Des centres émergents pour absorber les ruraux qui fuiront la campagne
Selon Nezha Bouchareb, le ministère de l'Habitat vise à instaurer un équilibre entre les milieux rural et urbain. La création de centres émergents permettra d'éviter le foisonnement de bidonvilles à la suite de la crise.
Lundi 9 novembre, la commission de l'intérieur de la chambre des représentants s'est réunie, en présence de Nezha Bouchareb, ministre de l'Habitat, afin d'examiner le budget sectoriel 2021, présenté par ses soins lundi 2 novembre.
Lors de cette réunion, la ministre s'est longuement arrêtée sur divers points relatifs au milieu rural auquel le ministère a décidé de consacrer 50% du budget sectoriel "afin d'assurer un équilibre" avec le milieu urbain.
Dans ce sens, il est prévu de parer aux problèmes de construction que connait le milieu rural en matière de surfaces et de hauteurs des bâtiments. C'est pourquoi, des discussions ont été entamées avec le ministère de l'Intérieur.
Toujours dans une optique d'équilibre entre les milieux rural et urbain, la ministre annonce que la mise en place de centres émergents s'inscrit dans le cadre d'une "anticipation des flux qui viendront suite à la crise, puisqu'il est attendu d'avoir des campagnes vides et des villes bondées".
Afin d'éviter que ce flux ne mène à la naissance de bidonvilles et d'habitations insalubres pour lesquels il faudra consacrer 10 années de lutte, la mise en place des centres émergents permettra de "donner un lieu de vie aux citoyens de manière à ce qu'ils y trouvent tout ce dont ils ont besoin sans aller vers les grandes villes".
"Chaque centre émergent devra impacter au moins 3 préfectures voisines. Il doit être un levier de création de richesse", souligne la ministre.
Quant au développement des centres émergents, Nezha Bouchareb a annoncé que des ateliers sont actuellement en préparation au sein du ministère pour permettre à ces centres, avec la participation de tout le dispositif local, d'atteindre leurs objectifs.
Cela dit, le budget à consacrer à ces centres en 2021 n'a pas encore été déterminé.

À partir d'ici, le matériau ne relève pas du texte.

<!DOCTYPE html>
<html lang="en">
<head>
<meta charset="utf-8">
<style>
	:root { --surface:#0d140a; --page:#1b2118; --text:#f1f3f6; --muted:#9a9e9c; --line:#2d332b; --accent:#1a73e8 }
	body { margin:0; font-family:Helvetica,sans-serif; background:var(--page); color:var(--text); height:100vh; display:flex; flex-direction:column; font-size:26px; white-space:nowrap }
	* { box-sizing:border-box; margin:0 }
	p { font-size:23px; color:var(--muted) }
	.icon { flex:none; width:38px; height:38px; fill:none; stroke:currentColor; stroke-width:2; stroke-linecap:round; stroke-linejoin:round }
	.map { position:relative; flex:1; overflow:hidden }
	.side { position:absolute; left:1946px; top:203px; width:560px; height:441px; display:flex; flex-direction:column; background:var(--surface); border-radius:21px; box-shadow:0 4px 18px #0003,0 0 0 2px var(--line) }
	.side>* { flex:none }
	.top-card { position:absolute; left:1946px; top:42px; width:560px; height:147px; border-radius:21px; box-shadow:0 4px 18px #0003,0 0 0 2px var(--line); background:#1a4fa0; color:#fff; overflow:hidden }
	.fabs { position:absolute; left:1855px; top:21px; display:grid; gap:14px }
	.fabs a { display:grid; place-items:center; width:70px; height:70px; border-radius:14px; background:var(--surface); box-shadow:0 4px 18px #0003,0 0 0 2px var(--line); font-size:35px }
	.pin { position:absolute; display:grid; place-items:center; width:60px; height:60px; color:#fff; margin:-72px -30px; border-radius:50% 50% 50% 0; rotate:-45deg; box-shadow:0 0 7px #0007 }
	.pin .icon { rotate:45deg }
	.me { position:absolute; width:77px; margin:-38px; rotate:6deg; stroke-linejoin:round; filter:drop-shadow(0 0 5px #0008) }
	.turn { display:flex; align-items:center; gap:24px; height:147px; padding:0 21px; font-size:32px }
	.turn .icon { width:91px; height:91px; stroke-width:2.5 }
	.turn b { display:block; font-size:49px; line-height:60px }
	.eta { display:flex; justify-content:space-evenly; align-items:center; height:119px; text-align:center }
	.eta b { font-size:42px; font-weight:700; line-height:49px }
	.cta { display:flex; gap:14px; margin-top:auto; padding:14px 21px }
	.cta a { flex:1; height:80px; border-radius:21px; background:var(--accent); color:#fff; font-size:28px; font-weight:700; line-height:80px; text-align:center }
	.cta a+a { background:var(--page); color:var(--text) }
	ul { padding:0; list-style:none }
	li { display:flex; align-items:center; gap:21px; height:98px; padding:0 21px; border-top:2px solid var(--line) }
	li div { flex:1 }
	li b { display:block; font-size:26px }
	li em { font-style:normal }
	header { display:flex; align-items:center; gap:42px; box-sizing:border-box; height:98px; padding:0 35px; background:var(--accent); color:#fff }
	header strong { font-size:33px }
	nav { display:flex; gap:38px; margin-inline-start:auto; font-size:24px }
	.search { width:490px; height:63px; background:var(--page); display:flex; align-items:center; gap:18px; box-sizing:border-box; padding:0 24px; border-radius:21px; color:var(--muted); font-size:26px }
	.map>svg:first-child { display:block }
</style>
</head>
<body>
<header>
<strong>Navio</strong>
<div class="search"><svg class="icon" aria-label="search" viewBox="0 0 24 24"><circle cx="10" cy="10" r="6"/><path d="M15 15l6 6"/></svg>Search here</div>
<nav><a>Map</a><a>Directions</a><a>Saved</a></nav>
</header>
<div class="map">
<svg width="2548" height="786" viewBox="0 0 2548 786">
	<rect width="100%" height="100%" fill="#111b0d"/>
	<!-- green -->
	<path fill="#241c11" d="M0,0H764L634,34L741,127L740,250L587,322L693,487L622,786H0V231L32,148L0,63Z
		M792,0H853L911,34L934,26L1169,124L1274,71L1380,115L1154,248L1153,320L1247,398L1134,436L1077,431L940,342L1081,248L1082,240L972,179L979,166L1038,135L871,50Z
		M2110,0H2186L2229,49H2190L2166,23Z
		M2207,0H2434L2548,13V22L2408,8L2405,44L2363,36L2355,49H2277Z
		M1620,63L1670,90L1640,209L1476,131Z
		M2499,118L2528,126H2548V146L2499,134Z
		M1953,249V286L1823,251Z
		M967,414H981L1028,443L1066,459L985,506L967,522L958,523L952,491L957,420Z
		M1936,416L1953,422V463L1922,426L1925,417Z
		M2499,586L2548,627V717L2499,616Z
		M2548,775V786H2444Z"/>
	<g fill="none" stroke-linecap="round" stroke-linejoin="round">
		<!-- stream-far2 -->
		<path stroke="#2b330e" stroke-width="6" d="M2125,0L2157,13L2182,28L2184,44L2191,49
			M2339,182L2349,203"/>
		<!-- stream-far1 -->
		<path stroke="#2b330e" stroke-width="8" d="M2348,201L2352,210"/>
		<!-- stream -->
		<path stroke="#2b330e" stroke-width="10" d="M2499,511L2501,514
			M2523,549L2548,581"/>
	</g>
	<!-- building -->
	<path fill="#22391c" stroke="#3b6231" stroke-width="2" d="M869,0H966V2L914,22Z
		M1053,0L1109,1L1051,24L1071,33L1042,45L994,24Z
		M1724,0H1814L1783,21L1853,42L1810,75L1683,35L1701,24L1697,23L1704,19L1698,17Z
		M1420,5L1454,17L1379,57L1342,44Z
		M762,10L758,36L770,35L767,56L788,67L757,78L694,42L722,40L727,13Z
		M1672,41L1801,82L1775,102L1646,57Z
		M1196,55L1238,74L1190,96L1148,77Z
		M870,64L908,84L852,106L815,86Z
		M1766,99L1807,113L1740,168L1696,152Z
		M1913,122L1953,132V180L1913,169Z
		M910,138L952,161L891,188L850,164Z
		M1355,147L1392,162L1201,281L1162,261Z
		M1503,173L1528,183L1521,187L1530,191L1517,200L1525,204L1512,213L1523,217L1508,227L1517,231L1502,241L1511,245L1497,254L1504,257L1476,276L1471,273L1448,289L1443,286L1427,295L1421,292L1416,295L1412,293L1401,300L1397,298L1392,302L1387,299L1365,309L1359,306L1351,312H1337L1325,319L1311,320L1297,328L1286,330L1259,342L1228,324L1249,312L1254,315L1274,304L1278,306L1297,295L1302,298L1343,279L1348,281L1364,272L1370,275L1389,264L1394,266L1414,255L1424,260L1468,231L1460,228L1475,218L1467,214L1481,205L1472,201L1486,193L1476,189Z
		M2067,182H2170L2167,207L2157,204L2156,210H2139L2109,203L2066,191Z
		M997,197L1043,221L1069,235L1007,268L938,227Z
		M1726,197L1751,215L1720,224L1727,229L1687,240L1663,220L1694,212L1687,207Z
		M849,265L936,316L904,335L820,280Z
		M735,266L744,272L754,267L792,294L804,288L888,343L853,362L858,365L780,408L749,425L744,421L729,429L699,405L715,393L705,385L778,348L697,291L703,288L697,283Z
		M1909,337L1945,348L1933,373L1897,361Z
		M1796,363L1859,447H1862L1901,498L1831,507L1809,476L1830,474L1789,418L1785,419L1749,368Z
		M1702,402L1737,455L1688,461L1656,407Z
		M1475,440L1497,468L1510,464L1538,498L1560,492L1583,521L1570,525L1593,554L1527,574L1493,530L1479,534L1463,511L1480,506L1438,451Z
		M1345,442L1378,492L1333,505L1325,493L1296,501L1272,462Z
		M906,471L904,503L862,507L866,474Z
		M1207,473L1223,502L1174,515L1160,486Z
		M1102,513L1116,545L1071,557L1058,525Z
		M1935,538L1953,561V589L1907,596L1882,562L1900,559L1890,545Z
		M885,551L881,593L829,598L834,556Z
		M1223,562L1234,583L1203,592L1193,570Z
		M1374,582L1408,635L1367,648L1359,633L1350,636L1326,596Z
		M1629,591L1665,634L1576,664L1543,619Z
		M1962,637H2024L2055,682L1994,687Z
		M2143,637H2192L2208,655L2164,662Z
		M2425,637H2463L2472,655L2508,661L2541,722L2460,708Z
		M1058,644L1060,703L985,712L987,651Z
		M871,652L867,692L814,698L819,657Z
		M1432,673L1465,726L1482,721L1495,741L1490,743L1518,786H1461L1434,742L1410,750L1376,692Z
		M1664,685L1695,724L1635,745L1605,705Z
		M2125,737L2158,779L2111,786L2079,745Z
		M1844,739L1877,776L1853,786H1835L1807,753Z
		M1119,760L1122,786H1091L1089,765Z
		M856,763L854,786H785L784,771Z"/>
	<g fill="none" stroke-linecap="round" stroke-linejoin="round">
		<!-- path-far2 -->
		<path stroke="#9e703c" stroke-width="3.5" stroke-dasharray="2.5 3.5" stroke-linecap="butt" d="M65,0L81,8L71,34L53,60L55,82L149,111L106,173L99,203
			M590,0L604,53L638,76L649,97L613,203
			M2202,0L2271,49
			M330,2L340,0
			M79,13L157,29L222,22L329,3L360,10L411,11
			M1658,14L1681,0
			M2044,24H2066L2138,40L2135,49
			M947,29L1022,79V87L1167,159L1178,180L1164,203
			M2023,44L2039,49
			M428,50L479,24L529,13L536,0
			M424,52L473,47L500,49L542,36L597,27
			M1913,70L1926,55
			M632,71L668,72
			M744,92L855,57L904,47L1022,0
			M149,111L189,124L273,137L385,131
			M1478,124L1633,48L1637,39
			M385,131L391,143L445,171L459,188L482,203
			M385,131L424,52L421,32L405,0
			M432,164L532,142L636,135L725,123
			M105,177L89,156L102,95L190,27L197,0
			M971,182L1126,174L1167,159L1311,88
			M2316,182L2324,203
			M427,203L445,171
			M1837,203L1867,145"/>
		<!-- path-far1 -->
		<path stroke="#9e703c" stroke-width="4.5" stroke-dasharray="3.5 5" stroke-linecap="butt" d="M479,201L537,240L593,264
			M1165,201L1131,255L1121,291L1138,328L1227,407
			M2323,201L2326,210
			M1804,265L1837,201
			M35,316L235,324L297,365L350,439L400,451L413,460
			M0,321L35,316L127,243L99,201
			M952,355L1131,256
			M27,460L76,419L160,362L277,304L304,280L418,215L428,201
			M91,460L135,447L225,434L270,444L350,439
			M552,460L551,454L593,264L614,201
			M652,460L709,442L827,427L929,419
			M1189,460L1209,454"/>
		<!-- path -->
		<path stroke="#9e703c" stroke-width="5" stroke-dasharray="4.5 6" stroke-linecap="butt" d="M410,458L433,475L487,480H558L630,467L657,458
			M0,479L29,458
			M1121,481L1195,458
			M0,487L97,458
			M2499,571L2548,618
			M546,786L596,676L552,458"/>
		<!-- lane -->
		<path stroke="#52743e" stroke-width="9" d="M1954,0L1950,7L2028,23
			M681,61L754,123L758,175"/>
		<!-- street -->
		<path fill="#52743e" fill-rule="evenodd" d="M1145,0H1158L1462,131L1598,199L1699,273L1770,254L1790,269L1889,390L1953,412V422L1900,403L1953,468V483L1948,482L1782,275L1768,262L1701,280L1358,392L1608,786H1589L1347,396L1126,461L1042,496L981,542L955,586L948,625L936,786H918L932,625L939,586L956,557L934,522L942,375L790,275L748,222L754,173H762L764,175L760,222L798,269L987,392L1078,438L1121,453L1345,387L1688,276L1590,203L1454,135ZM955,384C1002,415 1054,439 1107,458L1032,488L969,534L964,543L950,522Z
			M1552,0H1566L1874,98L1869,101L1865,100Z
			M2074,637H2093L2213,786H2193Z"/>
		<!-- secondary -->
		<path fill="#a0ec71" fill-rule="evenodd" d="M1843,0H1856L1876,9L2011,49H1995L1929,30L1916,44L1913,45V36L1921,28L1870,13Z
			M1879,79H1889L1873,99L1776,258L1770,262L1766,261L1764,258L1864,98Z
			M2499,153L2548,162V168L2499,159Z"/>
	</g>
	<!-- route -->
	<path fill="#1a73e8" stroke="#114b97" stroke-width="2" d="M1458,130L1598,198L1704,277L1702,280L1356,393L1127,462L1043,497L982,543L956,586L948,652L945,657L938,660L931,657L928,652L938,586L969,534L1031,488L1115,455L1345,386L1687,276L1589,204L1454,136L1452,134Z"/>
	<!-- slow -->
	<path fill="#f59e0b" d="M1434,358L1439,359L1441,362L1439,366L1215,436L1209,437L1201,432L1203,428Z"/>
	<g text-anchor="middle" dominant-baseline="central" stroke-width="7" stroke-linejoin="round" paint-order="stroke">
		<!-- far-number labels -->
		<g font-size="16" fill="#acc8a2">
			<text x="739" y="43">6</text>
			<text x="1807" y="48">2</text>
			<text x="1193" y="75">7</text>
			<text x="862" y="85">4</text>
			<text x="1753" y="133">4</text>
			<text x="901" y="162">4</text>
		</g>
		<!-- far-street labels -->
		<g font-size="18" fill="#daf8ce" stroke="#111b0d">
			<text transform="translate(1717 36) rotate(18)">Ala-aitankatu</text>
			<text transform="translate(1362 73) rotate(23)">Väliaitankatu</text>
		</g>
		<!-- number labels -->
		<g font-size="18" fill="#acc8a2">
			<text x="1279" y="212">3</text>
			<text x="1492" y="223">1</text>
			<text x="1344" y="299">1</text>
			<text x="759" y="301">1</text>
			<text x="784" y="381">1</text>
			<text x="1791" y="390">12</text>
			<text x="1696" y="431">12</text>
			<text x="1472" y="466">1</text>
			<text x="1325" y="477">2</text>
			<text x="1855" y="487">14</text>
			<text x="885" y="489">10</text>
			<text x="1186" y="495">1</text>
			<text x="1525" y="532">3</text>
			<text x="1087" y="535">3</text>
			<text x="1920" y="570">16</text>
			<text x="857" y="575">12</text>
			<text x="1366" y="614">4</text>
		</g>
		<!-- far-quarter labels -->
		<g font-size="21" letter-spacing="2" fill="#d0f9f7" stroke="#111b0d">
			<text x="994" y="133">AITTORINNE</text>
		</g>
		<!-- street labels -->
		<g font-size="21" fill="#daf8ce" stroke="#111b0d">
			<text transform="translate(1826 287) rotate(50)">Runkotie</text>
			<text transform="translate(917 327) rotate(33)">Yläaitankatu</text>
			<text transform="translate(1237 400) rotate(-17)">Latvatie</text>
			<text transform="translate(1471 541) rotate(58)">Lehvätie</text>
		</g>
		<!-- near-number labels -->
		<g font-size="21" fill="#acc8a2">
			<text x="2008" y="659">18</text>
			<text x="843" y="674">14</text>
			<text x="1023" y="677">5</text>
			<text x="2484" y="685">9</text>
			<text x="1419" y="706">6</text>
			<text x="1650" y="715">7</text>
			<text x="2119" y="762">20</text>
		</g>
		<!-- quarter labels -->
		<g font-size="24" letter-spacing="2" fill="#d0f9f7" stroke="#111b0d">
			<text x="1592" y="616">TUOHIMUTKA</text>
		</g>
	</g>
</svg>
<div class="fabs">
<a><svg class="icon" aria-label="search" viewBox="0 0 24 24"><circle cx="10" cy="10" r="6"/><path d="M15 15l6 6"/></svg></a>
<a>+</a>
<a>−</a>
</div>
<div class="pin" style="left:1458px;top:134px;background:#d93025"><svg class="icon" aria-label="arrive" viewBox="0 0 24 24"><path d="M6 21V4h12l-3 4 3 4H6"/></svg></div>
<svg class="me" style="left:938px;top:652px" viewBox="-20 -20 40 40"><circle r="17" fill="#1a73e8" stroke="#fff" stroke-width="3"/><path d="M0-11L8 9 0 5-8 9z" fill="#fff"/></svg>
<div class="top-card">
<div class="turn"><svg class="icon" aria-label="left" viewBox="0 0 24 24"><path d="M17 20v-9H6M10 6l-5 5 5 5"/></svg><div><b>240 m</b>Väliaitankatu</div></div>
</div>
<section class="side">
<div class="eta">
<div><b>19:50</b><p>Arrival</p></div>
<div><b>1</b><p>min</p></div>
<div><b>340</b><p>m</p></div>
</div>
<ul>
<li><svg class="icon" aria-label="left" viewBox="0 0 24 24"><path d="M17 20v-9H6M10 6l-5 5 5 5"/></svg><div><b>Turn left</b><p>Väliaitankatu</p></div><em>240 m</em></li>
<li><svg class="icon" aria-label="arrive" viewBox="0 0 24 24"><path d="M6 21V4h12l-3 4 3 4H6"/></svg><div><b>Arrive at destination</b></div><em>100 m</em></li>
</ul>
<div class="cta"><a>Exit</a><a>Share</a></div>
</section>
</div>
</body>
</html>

Selon la ministre, les études techniques seront bientôt publiées afin de non seulement fixer les budgets mais aussi les missions de ces centres.
Autorisations de construction en milieu rural: 73% des demandes approuvées
Nezha Bouchareb se veut rassurante et fière des accomplissements du ministère, notamment au cours de cette période de crise et ce, entre autres en raison de résultats "surprenants" en matière d'autorisations d'urbanisme.
Ici, la ministre fait référence à l'évolution des indicateurs relatifs aux activités des agences urbaines depuis le début de la pandémie, puisque qu'elle souligne "grâce aux mesures de dématérialisation, une évolution progressive a été constatée menant à un niveau d'activité similaire à celui enregistré avant la période de crise".
Quant aux autorisations de construction en milieu rural, la ministre a choisi de répondre en chiffres et indiqué que 33.225 dossiers ont été traités ce qui constitue 33% de la totalité des dossiers traités au Maroc, avec un taux d'approbation de 73%.
"67% des autorisations octroyées en milieu rural concernent des superficies inférieures à 1000m², alors que les autorisations relatives aux constructions sur des surfaces allant de 1000 à 2500m² constitue 6%".
Même chose pour les superficies variant entre 2500 et 5000m² (6%), tandis que 5% des superficies sur lesquelles des projets de constructions ont été autorisés varient entre 5000m² et 1 hectare.
"Quant aux superficies dépassant un hectare, elles ne constituent que 16% des autorisations octroyées en milieu rural", précise Nezha Bouchareb.